:: Source material

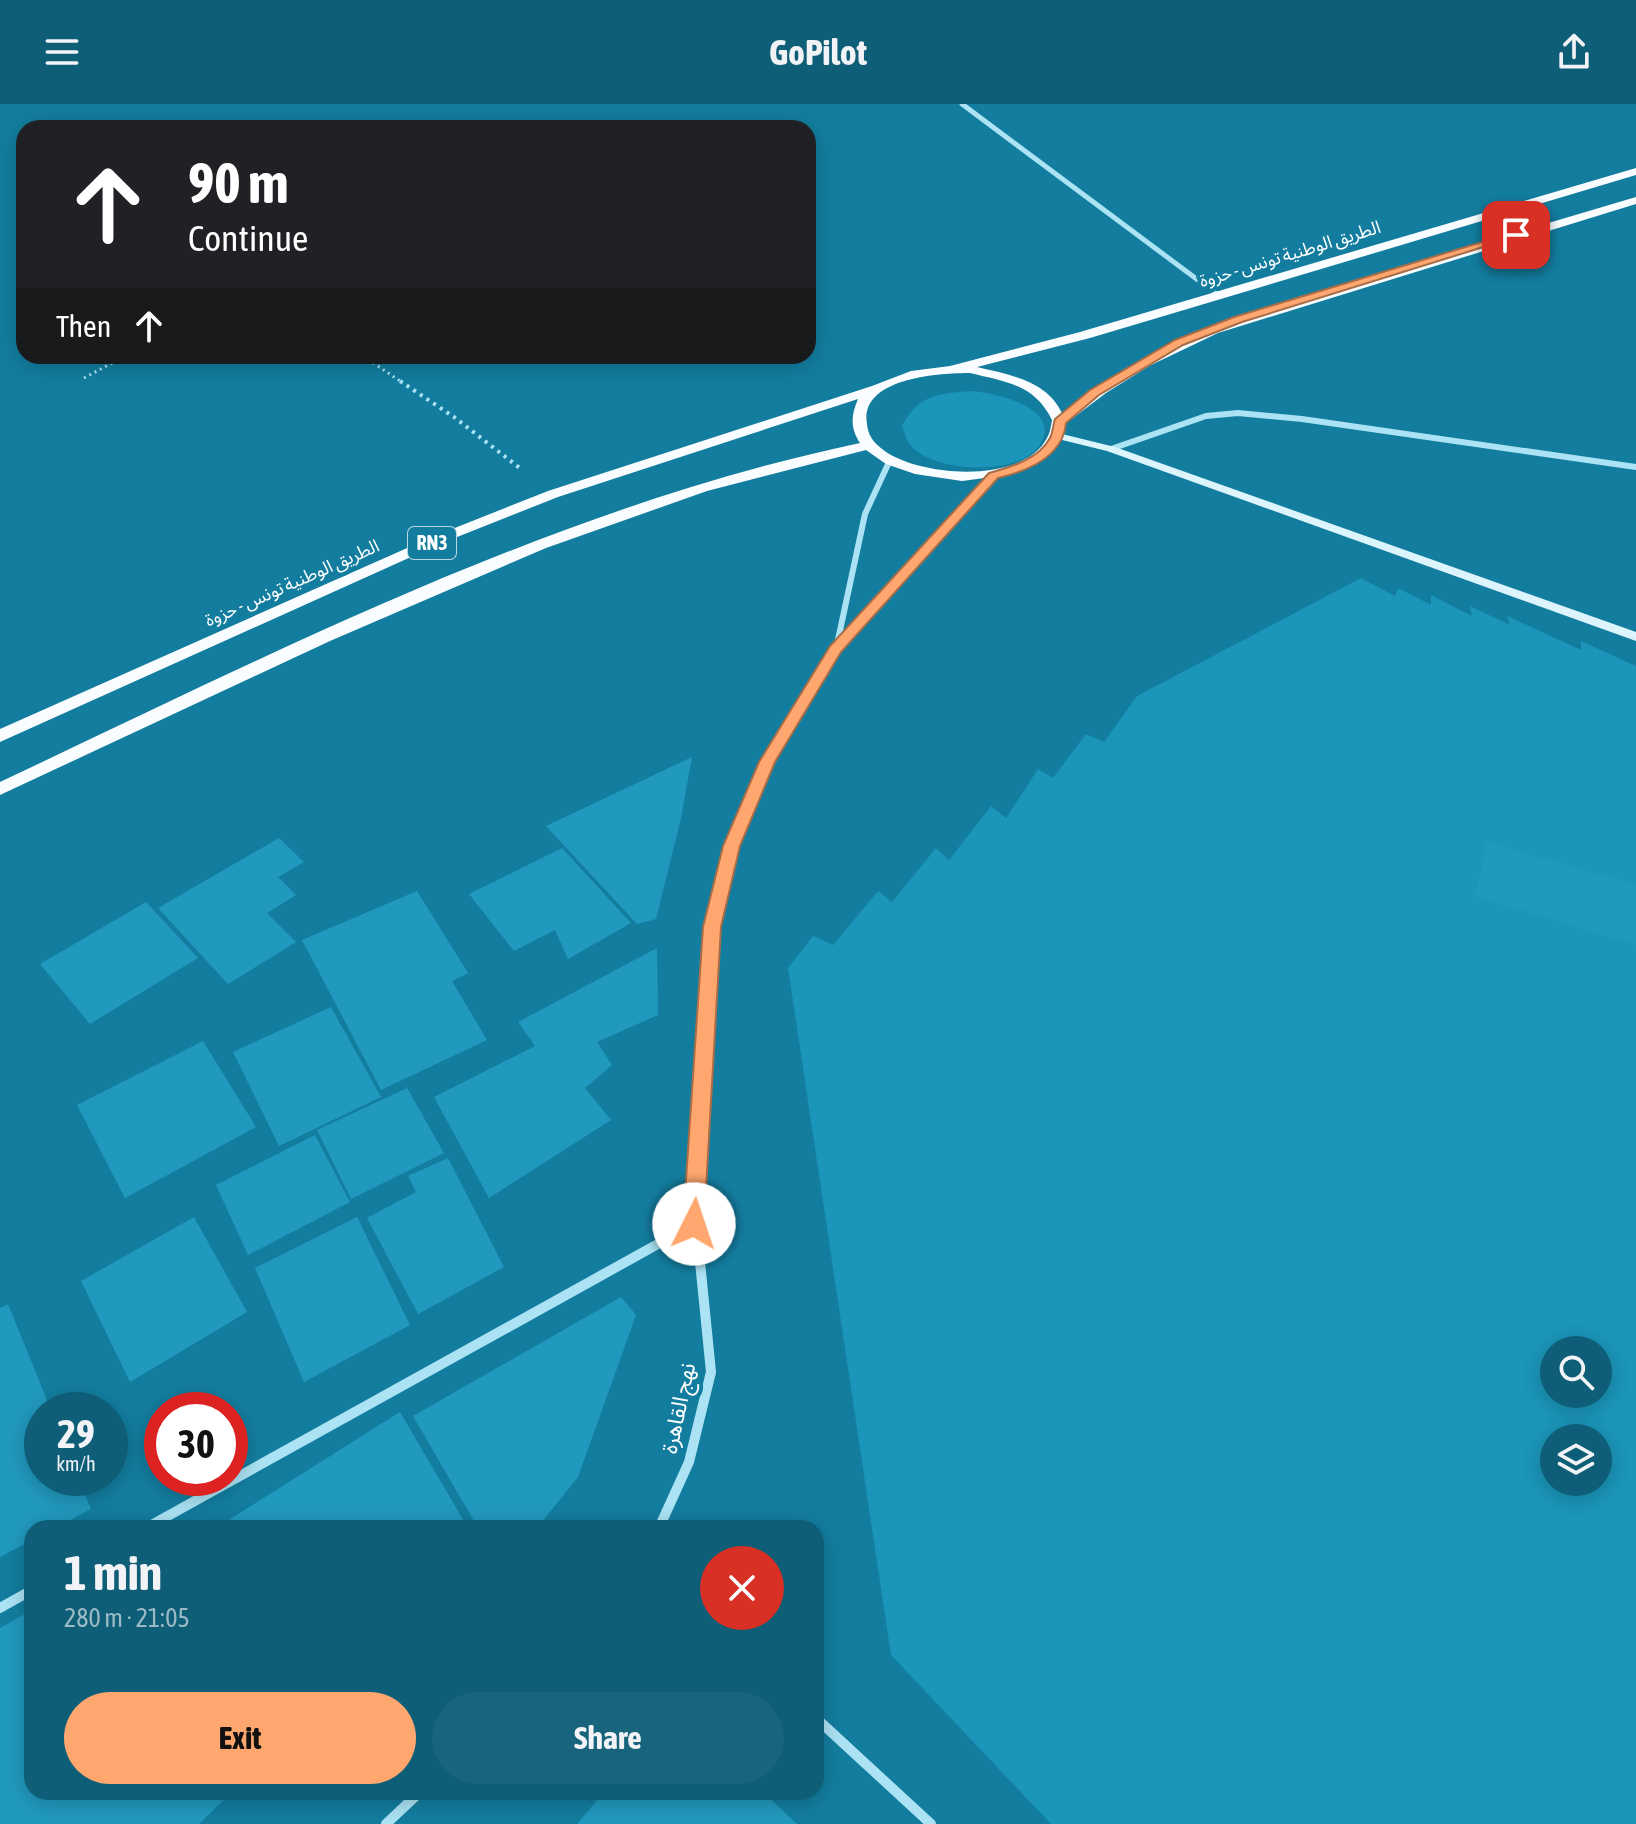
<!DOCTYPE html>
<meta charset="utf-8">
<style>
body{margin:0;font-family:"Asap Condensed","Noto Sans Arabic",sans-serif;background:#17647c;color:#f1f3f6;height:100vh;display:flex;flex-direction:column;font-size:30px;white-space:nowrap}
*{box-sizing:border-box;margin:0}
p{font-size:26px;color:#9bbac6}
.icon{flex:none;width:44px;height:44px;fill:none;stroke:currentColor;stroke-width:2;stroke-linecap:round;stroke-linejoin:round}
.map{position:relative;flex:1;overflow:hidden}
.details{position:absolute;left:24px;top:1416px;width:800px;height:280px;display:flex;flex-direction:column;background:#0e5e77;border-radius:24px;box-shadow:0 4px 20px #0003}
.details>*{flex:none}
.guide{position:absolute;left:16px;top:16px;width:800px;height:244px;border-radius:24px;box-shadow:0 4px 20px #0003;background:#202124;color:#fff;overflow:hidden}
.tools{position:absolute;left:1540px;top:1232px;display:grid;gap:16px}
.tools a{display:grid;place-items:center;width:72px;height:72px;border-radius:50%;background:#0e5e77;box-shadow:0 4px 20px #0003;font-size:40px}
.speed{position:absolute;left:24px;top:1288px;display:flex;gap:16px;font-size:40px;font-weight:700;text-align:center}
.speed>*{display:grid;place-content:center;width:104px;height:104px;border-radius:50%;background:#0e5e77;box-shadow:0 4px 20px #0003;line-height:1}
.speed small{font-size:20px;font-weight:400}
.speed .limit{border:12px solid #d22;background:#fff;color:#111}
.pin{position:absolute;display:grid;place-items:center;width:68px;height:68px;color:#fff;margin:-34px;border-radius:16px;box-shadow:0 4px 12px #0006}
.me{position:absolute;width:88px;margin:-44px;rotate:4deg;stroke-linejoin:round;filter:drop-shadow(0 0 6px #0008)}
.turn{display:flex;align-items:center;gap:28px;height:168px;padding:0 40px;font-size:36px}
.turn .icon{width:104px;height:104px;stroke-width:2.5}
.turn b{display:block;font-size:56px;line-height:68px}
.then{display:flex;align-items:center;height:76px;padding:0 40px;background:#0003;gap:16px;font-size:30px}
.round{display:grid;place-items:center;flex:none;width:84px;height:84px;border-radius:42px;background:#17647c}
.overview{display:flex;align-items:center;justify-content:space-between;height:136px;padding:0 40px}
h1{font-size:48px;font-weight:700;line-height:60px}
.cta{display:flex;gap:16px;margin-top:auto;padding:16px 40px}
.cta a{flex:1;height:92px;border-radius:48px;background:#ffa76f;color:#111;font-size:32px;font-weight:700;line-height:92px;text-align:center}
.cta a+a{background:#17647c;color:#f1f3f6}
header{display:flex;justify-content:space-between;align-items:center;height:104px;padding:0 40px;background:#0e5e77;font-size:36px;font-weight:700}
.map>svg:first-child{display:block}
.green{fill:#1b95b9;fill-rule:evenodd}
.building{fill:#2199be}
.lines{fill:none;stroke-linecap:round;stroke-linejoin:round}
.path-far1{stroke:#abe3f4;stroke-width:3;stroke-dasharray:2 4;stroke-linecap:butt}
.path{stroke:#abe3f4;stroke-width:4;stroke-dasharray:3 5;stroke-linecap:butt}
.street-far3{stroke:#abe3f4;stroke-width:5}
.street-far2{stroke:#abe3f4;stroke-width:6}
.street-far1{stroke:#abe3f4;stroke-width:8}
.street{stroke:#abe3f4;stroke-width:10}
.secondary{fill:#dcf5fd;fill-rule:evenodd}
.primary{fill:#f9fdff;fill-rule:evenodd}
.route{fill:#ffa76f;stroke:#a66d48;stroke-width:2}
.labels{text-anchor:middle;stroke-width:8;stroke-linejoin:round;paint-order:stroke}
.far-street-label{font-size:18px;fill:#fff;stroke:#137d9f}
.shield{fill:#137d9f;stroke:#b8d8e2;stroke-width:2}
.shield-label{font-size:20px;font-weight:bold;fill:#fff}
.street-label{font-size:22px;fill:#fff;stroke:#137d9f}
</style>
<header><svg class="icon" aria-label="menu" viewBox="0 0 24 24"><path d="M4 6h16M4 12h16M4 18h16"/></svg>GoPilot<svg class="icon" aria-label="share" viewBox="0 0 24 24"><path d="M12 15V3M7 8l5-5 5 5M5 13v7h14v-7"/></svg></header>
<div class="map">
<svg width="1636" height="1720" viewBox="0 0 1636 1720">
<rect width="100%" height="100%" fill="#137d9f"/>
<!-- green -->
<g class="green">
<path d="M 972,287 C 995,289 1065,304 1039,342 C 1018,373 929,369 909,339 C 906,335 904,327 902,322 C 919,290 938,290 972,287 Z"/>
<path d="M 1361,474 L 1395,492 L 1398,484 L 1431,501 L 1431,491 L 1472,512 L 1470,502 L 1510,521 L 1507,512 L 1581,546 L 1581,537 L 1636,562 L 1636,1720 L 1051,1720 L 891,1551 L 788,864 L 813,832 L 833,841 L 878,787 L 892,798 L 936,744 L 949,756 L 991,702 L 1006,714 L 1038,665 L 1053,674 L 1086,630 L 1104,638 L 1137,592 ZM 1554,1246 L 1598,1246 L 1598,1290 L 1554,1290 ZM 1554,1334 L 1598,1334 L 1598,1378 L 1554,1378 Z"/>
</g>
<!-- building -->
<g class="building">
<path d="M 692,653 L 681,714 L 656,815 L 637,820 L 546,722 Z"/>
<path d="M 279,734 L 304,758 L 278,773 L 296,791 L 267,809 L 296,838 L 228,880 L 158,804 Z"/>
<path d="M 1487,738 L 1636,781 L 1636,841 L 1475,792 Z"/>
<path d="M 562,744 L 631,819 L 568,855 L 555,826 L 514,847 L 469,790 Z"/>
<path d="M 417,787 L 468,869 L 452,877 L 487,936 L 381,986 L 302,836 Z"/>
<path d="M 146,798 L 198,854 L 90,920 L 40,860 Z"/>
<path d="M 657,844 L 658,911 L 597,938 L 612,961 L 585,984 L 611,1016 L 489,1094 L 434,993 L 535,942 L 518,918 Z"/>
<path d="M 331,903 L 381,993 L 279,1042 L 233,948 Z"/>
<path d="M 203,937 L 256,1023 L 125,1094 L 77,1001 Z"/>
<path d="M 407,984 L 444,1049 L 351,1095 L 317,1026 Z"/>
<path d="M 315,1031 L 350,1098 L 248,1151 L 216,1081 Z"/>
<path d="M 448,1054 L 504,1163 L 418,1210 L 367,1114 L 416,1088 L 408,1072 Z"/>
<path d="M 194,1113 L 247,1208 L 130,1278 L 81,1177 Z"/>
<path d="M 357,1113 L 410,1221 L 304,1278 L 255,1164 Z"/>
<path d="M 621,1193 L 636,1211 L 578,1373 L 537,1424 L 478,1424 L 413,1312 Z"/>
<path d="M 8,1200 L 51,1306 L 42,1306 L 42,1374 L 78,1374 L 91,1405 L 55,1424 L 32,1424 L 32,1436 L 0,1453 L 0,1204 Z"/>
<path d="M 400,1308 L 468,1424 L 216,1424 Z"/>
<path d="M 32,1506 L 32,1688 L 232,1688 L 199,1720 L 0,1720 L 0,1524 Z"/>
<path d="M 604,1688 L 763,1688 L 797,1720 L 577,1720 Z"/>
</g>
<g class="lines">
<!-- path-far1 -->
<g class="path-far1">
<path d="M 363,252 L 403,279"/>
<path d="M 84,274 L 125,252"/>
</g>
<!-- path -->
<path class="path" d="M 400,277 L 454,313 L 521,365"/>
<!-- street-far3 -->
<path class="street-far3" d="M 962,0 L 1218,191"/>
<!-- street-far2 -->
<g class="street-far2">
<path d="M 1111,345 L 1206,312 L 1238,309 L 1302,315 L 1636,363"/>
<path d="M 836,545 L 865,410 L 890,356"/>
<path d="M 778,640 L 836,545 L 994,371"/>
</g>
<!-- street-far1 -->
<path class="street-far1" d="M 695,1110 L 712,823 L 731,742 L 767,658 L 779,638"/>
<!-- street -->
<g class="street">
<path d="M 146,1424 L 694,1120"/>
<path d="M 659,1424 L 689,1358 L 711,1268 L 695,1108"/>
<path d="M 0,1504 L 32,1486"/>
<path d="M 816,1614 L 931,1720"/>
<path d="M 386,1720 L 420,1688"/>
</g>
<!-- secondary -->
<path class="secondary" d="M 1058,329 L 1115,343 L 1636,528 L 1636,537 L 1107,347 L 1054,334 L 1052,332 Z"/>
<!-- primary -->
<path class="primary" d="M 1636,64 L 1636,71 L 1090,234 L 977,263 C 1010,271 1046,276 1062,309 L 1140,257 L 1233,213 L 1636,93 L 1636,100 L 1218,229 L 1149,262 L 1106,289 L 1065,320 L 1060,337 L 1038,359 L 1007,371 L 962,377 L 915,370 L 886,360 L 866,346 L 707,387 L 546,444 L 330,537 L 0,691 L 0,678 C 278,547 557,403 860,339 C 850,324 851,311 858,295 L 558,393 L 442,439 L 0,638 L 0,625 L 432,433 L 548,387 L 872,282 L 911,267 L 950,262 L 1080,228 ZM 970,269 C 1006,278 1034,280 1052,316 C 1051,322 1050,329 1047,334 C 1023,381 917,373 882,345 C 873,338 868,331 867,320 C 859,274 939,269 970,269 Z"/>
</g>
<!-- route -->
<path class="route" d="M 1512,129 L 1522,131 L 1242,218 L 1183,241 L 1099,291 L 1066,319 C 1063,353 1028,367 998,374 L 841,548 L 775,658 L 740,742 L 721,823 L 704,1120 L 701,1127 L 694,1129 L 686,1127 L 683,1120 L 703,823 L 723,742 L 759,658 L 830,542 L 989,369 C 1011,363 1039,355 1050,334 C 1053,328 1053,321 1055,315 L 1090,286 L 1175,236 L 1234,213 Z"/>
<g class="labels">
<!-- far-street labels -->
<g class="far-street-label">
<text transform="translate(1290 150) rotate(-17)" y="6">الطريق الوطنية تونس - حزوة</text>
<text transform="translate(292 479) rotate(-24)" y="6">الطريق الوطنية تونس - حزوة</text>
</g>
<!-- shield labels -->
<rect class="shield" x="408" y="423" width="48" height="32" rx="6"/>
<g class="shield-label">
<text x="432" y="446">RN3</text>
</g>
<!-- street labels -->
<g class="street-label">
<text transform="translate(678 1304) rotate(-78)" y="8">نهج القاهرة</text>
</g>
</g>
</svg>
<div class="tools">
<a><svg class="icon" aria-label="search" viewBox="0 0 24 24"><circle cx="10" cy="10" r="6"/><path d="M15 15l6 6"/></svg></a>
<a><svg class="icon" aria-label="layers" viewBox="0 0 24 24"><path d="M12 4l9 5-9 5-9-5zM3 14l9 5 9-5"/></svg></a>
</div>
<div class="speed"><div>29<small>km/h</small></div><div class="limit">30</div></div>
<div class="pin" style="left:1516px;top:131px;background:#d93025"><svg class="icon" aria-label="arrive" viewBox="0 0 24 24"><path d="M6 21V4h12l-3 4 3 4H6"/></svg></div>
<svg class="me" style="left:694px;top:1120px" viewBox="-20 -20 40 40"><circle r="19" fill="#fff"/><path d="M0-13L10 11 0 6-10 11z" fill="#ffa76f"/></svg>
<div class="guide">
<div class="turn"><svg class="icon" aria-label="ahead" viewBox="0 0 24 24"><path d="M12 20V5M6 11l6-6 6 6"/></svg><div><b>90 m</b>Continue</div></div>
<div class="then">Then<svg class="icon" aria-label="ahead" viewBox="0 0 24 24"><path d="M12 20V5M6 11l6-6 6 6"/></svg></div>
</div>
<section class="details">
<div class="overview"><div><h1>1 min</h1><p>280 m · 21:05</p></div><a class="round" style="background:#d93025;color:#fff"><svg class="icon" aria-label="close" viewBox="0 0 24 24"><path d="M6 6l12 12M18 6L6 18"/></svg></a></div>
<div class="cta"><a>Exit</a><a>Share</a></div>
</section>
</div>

::::

▶ **Action item**
Wherever a line above contains the string "rule", copy that line.

▶ **Expected answer**
.green{fill:#1b95b9;fill-rule:evenodd}
.secondary{fill:#dcf5fd;fill-rule:evenodd}
.primary{fill:#f9fdff;fill-rule:evenodd}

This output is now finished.